* Data to examine *
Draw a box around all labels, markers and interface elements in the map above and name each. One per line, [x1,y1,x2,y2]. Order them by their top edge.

---

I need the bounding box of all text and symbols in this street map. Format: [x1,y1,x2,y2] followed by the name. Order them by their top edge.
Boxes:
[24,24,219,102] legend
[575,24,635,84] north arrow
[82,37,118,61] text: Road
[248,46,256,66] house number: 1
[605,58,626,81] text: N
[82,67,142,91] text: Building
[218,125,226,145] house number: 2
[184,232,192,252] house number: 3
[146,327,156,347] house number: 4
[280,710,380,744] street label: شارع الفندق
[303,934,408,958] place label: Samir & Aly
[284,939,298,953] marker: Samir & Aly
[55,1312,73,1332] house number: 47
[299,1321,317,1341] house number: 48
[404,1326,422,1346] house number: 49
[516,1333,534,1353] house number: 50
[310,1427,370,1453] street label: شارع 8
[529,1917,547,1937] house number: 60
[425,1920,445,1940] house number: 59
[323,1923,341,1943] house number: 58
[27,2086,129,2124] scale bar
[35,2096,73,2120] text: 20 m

* Task brief *
Every line with "Order" in it should be copied from the entries.

* Solution for this task *
Draw a box around all labels, markers and interface elements in the map above and name each. One per line, [x1,y1,x2,y2]. Order them by their top edge.
I need the bounding box of all text and symbols in this street map. Format: [x1,y1,x2,y2] followed by the name. Order them by their top edge.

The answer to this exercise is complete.